Sharif + Sharia adviser Sharia structure approval
The lease loop (head-lease + Murabaha-form sub-lease in End-User Unit; head-lease + market sub-lease + Mgmt Agreement in Tenanted Unit) and the receivables-purchase mechanics need Amwal's Sharia Supervisory Board sign-off. Validation needed:
- Head-lease at AED 1,000/yr is acceptable as a Sharia ijara overlay on the Murabaha financing.
- SPV's "buy at face value, collect at face value" structure satisfies AAOIFI FAS 28 for Murabaha.
- PM as Wakala/agent for buyer in Tenanted Unit residual-rent flow is Sharia-compliant.
Gabriel PM ownership: 51% Sooner / 49% Shaybani (agreed) — covenants required if 49% / 51% reverses
Per the MMA review with Victoria, the agreed structure is Sooner 51% / Al-Shaybani family office 49%, with Shaybani holding zero reserve matters and zero dividend rights. Shaybani compensation is exclusively the 0.3% per-origination service fee paid at origination from equity.
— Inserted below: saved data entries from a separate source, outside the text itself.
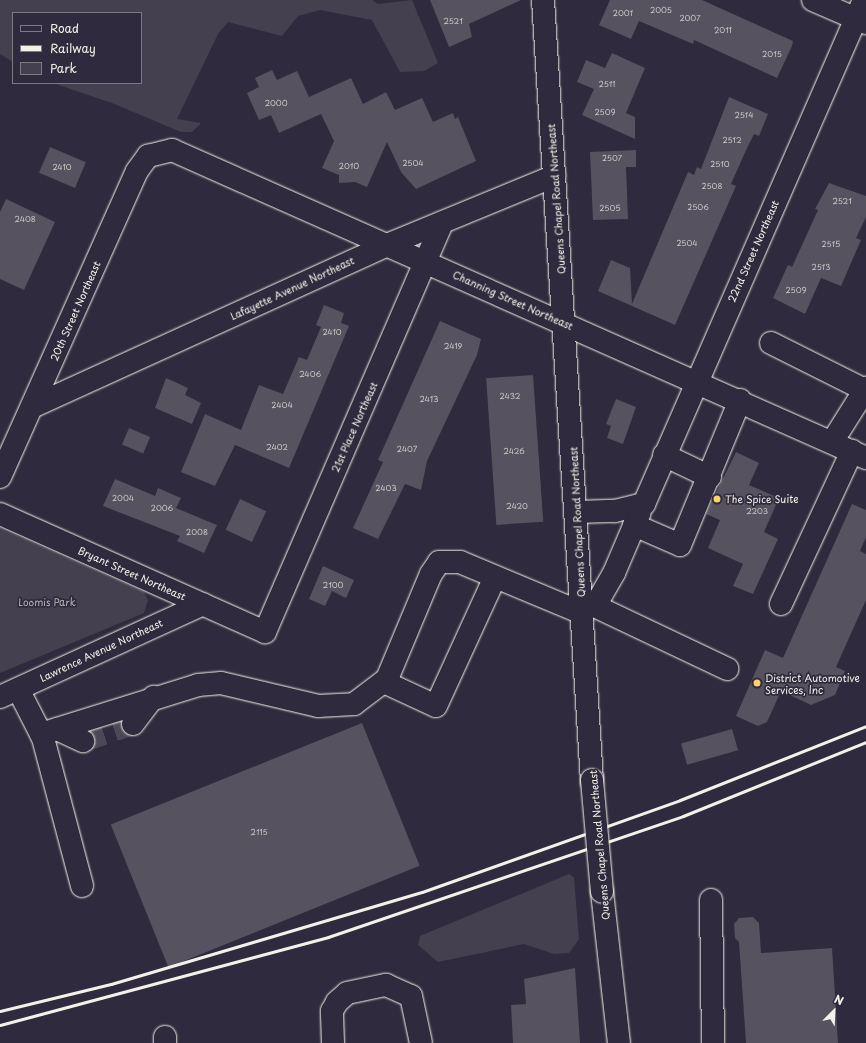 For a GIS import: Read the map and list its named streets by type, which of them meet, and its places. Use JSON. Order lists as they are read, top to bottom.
{
  "streets": {
    "street": [
      "Queens Chapel Road Northeast",
      "22nd Street Northeast",
      "Lafayette Avenue Northeast",
      "Channing Street Northeast",
      "20th Street Northeast",
      "21st Place Northeast",
      "Bryant Street Northeast",
      "Lawrence Avenue Northeast"
    ]
  },
  "crossings": [
    ["Queens Chapel Road Northeast", "22nd Street Northeast"],
    ["Queens Chapel Road Northeast", "Lafayette Avenue Northeast"],
    ["Queens Chapel Road Northeast", "Channing Street Northeast"],
    ["22nd Street Northeast", "Channing Street Northeast"],
    ["Lafayette Avenue Northeast", "Channing Street Northeast"],
    ["Lafayette Avenue Northeast", "20th Street Northeast"],
    ["Lafayette Avenue Northeast", "21st Place Northeast"],
    ["Channing Street Northeast", "20th Street Northeast"],
    ["Channing Street Northeast", "21st Place Northeast"],
    ["21st Place Northeast", "Bryant Street Northeast"],
    ["Bryant Street Northeast", "Lawrence Avenue Northeast"]
  ],
  "parks": ["Loomis Park"],
  "places": ["The Spice Suite", "District Automotive Services, Inc"],
  "house_numbers": [
    "2005",
    "2001",
    "2007",
    "2521",
    "2011",
    "2015",
    "2511",
    "2000",
    "2509",
    "2514",
    "2512",
    "2507",
    "2504",
    "2510",
    "2010",
    "2410",
    "2508",
    "2521",
    "2506",
    "2505",
    "2408",
    "2504",
    "2515",
    "2513",
    "2509",
    "2410",
    "2419",
    "2406",
    "2432",
    "2413",
    "2404",
    "2402",
    "2407",
    "2426",
    "2403",
    "2004",
    "2420",
    "2006",
    "2203",
    "2008",
    "2100",
    "2115"
  ],
  "legend": ["Road", "Railway", "Park"],
  "north": "top right"
}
Contingency if ownership reverses (Sooner 49% / Shaybani 51%): a Shareholders' Agreement is required with Sooner-side reserve matters covering: any dividend declaration; any change to Tech split-fee rates (AED 400 / 400 / 200) or the cost+5% recharge formula; any change to the PM permitted-payment list; any change to the Shaybani service contract; any sale or transfer of PM equity. Without these covenants, the Sooner-minority position cannot defend the cash-flow architecture against majority-shareholder challenge. The Shaybani buy-out option (existing AED 250K provision) provides a clean exit path when Sooner can self-guarantee the AED 5M PM-licence bank guarantee.
Tax delta between the two ownership splits: < AED 50K/yr at Y3 run-rate. UK SSE applies in both because the test is ≥ 10% holding (49% qualifies).
Sharif + Walkers Backup servicer for $10M tranche
Current proposal: ClearGrid acts as backup servicer via a power of attorney + standing servicing agreement, operating under Sooner PM's licence umbrella. ClearGrid commits in writing to obtaining its own UAE Property Management licence within 18 months, providing a clean migration path to direct backup servicing.
Gabriel "Sooner Corporate Structure" PDF correction
The currently-circulating PDF labels Holding → PM at 49%. Per the agreed structure, this should be 51% (Sooner control). Correct before sending to Philippe to avoid an externally-visible inconsistency with the MMA framing.